The result’s a time-lapse-style animation that reveals the development course of step-by-step. It’s confirmed invaluable for security evaluations and stakeholder conferences. Slightly than poring over spreadsheets, groups can merely watch the plan come to life.
And there’s extra. Brigantium is bringing these fashions into digital actuality utilizing Unreal Engine – the identical one behind many video video games. One latest mannequin recreated ITER’s tokamak pit utilizing drone footage and photogrammetry. The expertise is absolutely interactive and might even run in an internet browser.
“We’ve actually improved the standard of the visualisation,” stated Sutton. “It’s lots smoother; the textures look lots higher. Finally, we’ll have this working by an internet browser, so anyone on the staff can simply click on on an internet hyperlink to navigate this 4D mannequin.”
Trying ahead, Sutton believes AI might assist automate the painstaking work of syncing schedules with 3D fashions. At some point, these simulations might attain all the way in which all the way down to particular person bolts and fasteners – not simply with spectacular visuals, however with important instruments for stopping delays.
Regardless of the totally different approaches, one theme ran by all three displays: AI isn’t only a device for workplace productiveness. It’s turning into a accomplice in creativity, problem-solving and even scientific discovery.
Takeda talked about that Microsoft is experimenting with “world fashions” impressed by how video video games simulate physics. These fashions study concerning the bodily world by watching pixels within the type of movies of actual phenomena resembling plasma behaviour. “Our thesis is that for those who confirmed this AI movies of plasma, it’d study the physics of plasmas,” he stated.

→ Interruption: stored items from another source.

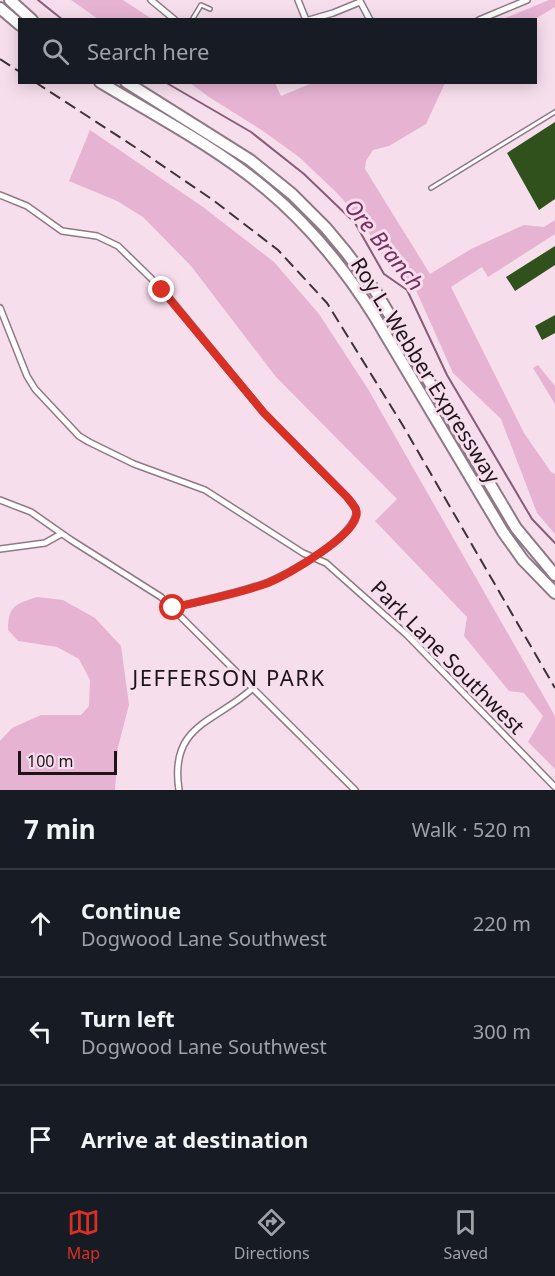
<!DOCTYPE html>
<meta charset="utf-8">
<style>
:root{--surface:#171b24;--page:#242831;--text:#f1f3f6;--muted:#9ea1a6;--line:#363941;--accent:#d93025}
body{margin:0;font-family:"Noto Sans",sans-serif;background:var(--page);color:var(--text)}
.scale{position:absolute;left:18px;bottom:15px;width:99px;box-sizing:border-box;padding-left:6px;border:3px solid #1d1419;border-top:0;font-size:16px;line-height:21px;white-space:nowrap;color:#1d1419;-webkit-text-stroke:4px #f7deed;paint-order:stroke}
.stop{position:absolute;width:18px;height:18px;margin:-14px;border:4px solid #d93025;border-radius:50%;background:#fff}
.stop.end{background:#d93025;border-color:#fff;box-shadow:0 2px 6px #0008}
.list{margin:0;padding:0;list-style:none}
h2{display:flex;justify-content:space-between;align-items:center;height:78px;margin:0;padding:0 24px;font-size:26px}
h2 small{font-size:20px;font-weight:400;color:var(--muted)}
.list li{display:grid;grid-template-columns:39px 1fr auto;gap:18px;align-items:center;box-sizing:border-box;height:108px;padding:0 24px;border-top:2px solid var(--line)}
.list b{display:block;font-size:22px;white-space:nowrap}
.list p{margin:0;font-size:20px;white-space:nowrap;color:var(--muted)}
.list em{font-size:20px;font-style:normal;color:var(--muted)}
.icon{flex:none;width:33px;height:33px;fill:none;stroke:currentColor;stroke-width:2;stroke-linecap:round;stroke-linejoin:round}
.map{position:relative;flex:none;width:555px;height:790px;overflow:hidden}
.search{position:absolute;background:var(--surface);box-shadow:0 3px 15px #0003;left:18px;right:18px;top:18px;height:66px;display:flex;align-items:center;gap:15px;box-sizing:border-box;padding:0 21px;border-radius:0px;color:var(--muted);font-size:22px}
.sheet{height:402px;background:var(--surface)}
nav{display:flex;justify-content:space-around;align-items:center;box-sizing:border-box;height:84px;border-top:2px solid var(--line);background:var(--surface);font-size:16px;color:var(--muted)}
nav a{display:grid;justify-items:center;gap:3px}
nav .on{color:var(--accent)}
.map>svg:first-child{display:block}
.green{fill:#e7b3d3}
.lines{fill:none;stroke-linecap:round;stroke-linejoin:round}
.stream{stroke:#885c78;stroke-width:2}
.building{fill:#30511c}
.service-casing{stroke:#8f7986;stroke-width:6}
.minor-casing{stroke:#8f7986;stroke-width:8}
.motorway-casing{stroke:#8f7986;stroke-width:14}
.service{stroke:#fff;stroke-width:3}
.minor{stroke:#fff;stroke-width:5}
.motorway{stroke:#fff;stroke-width:10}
.rail{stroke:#3e3239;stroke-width:2;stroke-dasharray:12 6;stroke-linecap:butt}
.route{stroke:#d93025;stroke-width:8}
.labels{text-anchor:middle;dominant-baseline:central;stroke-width:6;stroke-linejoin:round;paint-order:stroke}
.street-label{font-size:21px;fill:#1d1419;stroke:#f7deed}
.water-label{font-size:22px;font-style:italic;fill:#742c5d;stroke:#f7deed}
.neighbourhood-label{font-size:22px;letter-spacing:1.5px;fill:#1d1419;stroke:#f7deed}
</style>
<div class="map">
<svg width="555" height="790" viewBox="0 0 555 790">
<rect width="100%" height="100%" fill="#f7deed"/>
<path class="green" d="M71 0H123L152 19H98Z
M549 0H555V7L535 19H503Z
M190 83H275L281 96 312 83H445L426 124 389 146 373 150 366 161 365 169 430 274 471 249 524 225 544 227 555 220V234L488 277 482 267 451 287 524 433 551 472 555 474V534L537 513 501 419 453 373 415 288 390 269 362 221 336 192 299 157 263 131 209 97Z
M90 130 203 207 274 262 319 314 368 389 555 716V769L528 742 543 716 524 693 509 691 464 636 467 617 375 521 397 499 276 377 191 266 143 217 117 201 69 181Z
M538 365 555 386V404L533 368Z
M37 597 63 600 95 618 121 646 129 705 118 747 115 790H0V741L12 728 41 715H81L89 706 90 680 79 659 57 647 18 641 8 630C8 605 16 604 37 597Z"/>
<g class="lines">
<path class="stream" d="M38 0 63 20
M165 82 251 132 304 174 355 223 384 274 407 290 447 375 532 519 555 543"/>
</g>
<path class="building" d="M555 122V199L539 210 507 153Z
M555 246V265L515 291 506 277Z
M555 315V333L542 340 535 326Z"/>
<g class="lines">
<defs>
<path id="service" d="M192 20 201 5 210 9
M431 188 555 112"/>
<path id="minor" d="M151 0 175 20
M298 0 306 20
M360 1 370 20
M309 20 333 13 360 2
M479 20 527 0
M0 195 27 206 62 231 97 236 118 246 162 289 264 413 347 497 356 509C361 535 284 577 263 584 234 594 203 600 173 608
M0 308 27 376 35 389 79 436 89 442 134 464 205 490 303 553 326 563 407 635 555 787
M0 500 31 512 71 540 161 597 355 790
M0 549 45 543 61 534
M179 790C169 724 215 723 253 688"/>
<path id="motorway" d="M10 0 32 20
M0 8 20 25
M100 82C156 116 216 147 266 189 309 225 345 269 375 317L503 532 523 560 555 593
M126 82 250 160 292 194 326 228 346 252 376 292 516 528 555 575"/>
</defs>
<use href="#service" class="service-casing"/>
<use href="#minor" class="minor-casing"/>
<use href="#motorway" class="motorway-casing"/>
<use href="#service" class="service"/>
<use href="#minor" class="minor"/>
<use href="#motorway" class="motorway"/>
<path class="rail" d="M0 59 20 72
M35 82 144 153 213 200 278 250 327 303 402 424 555 688"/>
</g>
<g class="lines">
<path class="route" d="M162 290 264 413 347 497C352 503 359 510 356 517 351 538 287 575 268 583 238 594 204 600 173 608"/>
</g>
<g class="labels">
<g class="street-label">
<text transform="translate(426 370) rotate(58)">Roy L. Webber Expressway</text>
<text transform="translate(448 657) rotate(45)">Park Lane Southwest</text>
</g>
<g class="water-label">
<text transform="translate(385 244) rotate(51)">Ore Branch</text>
</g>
<g class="neighbourhood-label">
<text x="229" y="677">JEFFERSON PARK</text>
</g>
</g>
</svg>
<div class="scale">100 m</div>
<div class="stop" style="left:173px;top:608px"></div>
<div class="stop end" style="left:162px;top:290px"></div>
<div class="search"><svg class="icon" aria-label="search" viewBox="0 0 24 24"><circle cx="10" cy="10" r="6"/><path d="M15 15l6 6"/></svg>Search here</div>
</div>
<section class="sheet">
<h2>7 min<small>Walk · 520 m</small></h2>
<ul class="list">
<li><svg class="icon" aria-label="ahead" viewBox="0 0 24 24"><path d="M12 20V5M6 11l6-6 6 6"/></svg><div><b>Continue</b><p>Dogwood Lane Southwest</p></div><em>220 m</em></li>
<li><svg class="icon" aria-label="left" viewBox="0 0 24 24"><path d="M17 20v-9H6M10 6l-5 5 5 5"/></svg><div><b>Turn left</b><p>Dogwood Lane Southwest</p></div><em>300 m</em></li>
<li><svg class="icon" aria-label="arrive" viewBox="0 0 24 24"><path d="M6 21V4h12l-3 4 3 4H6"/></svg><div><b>Arrive at destination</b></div></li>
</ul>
</section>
<nav>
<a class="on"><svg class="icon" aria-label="map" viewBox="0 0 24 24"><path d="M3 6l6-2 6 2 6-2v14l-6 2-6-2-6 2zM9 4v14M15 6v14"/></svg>Map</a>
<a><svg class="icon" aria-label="directions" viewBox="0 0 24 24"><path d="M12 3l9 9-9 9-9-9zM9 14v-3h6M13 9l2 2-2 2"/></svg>Directions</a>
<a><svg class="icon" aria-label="saved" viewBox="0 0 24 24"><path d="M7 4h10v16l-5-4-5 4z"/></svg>Saved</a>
</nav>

It sounds futuristic, however the logic holds. The extra AI can study from the world, the extra it might probably assist us perceive it – and even perhaps grasp it. At its coronary heart, the message from the workshop was easy: AI isn’t right here to exchange the scientist, the engineer or the planner; it’s right here to assist, and to make their work sooner, extra versatile and perhaps a little bit extra enjoyable.
As Takeda put it: “These are just some examples of how AI is beginning for use at ITER. And it’s simply the beginning of that journey.”
If these early steps are any indication, that journey received’t simply be sooner – it may also be extra impressed.